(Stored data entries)
━━━━━━

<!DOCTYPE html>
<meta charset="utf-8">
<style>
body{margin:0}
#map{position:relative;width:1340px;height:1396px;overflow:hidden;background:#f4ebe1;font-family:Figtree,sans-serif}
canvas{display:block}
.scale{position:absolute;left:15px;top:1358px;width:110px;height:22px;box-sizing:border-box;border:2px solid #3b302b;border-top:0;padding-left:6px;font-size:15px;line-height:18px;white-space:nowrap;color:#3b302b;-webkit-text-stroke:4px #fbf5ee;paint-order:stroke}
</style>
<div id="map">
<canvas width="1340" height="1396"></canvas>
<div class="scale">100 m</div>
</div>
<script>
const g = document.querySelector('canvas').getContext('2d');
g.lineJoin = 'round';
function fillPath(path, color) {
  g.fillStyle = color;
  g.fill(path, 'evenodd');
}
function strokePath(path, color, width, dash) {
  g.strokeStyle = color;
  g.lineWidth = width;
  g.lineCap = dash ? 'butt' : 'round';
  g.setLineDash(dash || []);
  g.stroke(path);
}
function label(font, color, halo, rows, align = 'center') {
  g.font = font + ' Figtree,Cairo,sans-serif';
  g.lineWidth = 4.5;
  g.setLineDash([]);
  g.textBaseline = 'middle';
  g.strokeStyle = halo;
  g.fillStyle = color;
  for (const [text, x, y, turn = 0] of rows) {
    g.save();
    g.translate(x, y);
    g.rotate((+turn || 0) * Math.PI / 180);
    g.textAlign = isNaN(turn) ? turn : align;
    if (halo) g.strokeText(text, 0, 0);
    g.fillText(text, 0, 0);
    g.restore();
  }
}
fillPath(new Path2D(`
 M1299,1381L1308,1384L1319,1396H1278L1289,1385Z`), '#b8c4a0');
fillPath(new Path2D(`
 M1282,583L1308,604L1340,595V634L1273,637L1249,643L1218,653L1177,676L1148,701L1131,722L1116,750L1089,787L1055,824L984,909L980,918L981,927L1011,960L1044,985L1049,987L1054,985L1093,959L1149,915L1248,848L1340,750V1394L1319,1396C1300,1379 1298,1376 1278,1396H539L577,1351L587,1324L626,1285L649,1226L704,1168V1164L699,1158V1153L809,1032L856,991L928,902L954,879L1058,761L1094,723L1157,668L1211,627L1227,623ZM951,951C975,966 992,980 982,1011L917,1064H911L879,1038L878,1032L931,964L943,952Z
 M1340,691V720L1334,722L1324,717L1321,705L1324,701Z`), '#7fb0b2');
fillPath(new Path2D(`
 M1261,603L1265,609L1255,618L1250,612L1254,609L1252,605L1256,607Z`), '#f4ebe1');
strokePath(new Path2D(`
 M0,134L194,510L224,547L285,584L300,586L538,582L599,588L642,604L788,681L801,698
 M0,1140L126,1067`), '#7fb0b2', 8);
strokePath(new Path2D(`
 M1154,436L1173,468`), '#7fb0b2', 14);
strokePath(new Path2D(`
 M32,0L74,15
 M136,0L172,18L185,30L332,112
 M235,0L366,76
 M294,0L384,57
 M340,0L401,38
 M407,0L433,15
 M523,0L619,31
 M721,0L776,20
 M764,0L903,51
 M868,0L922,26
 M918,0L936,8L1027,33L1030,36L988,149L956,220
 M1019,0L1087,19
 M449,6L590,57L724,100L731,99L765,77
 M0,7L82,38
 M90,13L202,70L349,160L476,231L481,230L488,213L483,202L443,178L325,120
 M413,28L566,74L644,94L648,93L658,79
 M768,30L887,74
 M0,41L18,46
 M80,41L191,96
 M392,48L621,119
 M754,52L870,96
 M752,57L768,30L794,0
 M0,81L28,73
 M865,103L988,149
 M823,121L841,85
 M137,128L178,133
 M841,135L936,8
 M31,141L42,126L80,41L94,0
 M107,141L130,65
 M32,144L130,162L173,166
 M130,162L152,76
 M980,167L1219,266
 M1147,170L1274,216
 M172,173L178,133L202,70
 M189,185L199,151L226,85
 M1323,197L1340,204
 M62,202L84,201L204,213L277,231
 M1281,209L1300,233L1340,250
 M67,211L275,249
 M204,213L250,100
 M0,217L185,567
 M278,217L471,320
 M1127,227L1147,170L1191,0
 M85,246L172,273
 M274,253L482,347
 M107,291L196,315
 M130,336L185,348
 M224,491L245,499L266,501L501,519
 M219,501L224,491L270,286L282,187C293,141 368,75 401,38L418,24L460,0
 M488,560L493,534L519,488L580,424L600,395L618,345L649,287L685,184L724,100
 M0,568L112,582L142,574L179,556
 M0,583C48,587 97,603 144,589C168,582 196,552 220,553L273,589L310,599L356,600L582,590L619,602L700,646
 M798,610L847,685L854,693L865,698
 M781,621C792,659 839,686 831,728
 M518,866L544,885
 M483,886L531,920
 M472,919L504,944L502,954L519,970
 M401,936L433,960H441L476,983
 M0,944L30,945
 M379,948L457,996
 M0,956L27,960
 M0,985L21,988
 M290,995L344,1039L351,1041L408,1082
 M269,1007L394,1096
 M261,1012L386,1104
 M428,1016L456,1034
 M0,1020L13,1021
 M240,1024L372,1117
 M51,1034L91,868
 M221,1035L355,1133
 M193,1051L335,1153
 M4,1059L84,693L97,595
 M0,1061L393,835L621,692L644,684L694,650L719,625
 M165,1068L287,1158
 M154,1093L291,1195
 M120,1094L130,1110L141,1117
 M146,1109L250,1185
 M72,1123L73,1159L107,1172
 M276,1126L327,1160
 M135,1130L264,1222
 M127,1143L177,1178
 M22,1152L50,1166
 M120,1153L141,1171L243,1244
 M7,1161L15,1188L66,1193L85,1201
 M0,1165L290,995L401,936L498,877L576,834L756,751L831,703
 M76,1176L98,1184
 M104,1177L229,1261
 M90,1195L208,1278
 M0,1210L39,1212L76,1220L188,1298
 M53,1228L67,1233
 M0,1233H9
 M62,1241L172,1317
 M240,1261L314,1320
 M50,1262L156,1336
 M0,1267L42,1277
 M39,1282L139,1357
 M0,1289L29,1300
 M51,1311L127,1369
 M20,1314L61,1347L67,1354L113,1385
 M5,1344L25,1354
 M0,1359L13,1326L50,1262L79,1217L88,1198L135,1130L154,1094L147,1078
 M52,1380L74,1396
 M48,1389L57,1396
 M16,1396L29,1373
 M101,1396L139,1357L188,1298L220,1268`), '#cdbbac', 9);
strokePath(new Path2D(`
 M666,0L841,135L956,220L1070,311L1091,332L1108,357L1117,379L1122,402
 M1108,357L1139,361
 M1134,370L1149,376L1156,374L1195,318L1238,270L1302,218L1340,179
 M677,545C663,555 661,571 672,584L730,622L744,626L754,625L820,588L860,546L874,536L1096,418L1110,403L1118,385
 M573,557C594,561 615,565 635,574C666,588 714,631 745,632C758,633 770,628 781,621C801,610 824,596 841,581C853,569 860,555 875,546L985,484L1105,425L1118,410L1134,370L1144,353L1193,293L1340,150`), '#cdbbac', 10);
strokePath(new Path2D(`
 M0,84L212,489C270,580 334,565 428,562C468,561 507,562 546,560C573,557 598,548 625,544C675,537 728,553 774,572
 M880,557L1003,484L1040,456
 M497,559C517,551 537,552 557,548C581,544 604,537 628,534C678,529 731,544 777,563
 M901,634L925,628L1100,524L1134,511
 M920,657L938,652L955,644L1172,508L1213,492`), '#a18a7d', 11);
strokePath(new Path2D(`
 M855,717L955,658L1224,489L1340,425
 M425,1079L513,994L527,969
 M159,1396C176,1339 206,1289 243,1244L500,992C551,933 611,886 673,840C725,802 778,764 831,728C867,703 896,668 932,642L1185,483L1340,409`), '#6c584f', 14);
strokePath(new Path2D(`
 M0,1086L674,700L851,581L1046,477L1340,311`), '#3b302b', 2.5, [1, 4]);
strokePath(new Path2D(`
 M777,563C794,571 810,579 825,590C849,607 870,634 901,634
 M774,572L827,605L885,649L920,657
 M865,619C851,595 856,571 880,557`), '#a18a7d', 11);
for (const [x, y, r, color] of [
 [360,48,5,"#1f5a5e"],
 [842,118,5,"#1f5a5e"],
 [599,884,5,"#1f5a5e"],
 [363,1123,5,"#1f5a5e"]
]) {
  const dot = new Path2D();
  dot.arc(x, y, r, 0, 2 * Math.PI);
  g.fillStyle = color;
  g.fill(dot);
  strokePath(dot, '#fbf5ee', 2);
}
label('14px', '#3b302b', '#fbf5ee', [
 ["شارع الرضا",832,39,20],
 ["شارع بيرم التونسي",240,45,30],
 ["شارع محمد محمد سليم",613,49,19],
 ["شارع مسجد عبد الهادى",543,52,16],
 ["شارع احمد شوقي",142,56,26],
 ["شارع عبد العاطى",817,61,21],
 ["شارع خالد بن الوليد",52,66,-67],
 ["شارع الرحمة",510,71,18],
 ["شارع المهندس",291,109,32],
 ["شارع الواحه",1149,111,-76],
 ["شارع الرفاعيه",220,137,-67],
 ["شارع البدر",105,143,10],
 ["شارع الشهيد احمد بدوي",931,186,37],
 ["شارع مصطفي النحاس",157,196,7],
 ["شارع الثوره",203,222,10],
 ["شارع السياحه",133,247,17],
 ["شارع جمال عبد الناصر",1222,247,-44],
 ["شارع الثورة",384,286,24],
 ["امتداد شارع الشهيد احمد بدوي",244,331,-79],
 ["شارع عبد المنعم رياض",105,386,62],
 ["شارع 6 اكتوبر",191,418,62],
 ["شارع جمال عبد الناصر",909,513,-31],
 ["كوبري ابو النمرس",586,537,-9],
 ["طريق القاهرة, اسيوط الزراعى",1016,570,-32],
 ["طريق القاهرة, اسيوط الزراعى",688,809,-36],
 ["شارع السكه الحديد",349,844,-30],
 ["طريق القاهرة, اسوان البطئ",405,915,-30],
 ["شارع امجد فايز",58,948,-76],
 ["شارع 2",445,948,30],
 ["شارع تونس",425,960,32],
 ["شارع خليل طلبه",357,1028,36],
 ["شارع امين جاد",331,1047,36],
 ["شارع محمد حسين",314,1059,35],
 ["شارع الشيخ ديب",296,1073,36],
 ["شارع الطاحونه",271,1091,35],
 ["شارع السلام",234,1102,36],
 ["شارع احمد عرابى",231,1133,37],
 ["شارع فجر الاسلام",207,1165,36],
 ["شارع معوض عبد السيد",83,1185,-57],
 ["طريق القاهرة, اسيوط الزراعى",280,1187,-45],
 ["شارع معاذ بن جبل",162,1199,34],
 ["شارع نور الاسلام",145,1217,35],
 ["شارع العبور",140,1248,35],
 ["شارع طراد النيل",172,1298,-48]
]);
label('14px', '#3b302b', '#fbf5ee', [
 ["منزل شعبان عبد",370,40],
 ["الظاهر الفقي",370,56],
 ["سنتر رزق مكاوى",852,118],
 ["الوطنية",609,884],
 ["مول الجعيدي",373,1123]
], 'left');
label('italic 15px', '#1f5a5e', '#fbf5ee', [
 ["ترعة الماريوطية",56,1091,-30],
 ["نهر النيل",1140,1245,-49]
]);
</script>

━━━━━━

» **ACTIVITY**
Gather from the records above every line containing the string "align".

» **RESULT OF THIS EXERCISE**
function label(font, color, halo, rows, align = 'center') {
    g.textAlign = isNaN(turn) ? turn : align;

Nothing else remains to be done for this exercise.